Os partidos ligados aos interesses da classe trabalhadora, no lugar de forjar uma consciência baseada na história do desenvolvimento humano, propagam a ilusão de que basta votar, fortalecer sua corrente e hegemonizar movimentos que se avançará rumo a emancipação da classe trabalhadora. Lembram os encantadores de serpente, mágicos de quinta categoria ou pastores falastrões, que curam qualquer doença.
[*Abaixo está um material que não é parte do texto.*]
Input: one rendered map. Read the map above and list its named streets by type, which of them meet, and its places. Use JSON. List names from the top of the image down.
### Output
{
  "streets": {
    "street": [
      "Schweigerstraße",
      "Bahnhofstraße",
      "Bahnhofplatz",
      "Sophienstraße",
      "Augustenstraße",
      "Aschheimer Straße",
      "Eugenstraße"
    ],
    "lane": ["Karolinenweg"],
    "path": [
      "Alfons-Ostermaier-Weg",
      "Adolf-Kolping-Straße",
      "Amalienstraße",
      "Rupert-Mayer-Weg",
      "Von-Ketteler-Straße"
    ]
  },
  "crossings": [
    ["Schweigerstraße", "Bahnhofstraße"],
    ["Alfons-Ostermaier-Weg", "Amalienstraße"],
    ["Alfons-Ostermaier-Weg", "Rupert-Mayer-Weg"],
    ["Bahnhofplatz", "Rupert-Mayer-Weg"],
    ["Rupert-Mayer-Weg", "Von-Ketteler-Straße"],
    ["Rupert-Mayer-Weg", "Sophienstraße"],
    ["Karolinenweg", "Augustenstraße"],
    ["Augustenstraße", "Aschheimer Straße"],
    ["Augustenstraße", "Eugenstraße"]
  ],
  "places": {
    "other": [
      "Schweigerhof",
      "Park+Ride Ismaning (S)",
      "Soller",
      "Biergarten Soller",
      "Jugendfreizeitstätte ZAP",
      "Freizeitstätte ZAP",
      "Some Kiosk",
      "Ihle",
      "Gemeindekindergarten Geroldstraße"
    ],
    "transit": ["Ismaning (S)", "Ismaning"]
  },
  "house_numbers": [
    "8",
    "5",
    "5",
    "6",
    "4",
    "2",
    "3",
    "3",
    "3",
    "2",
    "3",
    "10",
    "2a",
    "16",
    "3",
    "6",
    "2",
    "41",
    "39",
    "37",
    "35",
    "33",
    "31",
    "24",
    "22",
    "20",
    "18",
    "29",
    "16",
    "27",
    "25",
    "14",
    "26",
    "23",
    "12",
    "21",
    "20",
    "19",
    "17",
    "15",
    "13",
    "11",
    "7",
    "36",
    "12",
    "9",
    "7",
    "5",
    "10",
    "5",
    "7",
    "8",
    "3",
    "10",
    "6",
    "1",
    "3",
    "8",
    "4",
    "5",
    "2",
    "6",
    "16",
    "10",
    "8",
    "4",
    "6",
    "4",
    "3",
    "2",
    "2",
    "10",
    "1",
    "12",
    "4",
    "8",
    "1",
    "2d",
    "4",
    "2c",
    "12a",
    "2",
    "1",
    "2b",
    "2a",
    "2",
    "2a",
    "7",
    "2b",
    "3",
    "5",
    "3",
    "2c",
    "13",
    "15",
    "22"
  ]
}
Ilusionistas da crendice popular e falta de consciência sobre as contradições que permitem fazer a sociedade se desenvolver.

O desejo é cada um ter uma organização para dizer que é sua. Fazer um movimento para dizer que é seu. Ter uma corrente ou segmento que esteja sob a sua direção. Não levantam a bandeira da emancipação de classe, criam seguidores que aplaudem e repetem o que seus chefes afirmam. Verdadeiros oportunistas e demagogos se espalham. São substituídos pela revolta inconsciente da juventude, rebeliões de massas que não mais se sujeitam a opressão burguesa, apesar de muitos sonharem em substituir os senhores, não em destruí-los.

Aproveitando-se da despolitização, falta de coesão e consciência entres a classe trabalhadora a burguesia avança, fortalece seus setores mais violentos e reacionários, realiza cruéis ataques aos direitos sociais, políticos e econômicos conquistados ao longo de lutas na história. Neste quadro, usam, inclusive, a pandemia para dividir, desarticular e eliminar a resistência dos pobres contra os poderosos.

Paz entre nós, guerra aos senhores, afirma verso de A Internacional, que segue tão atual quanto necessária para derrotar os parasitas que se nutrem de nosso sangue, suor e trabalho. Por isso, forjar a união e organização da classe trabalhadora é a garantia de avançar na história e derrotar os inimigos de classe, começando pelos fascistas que estão no poder.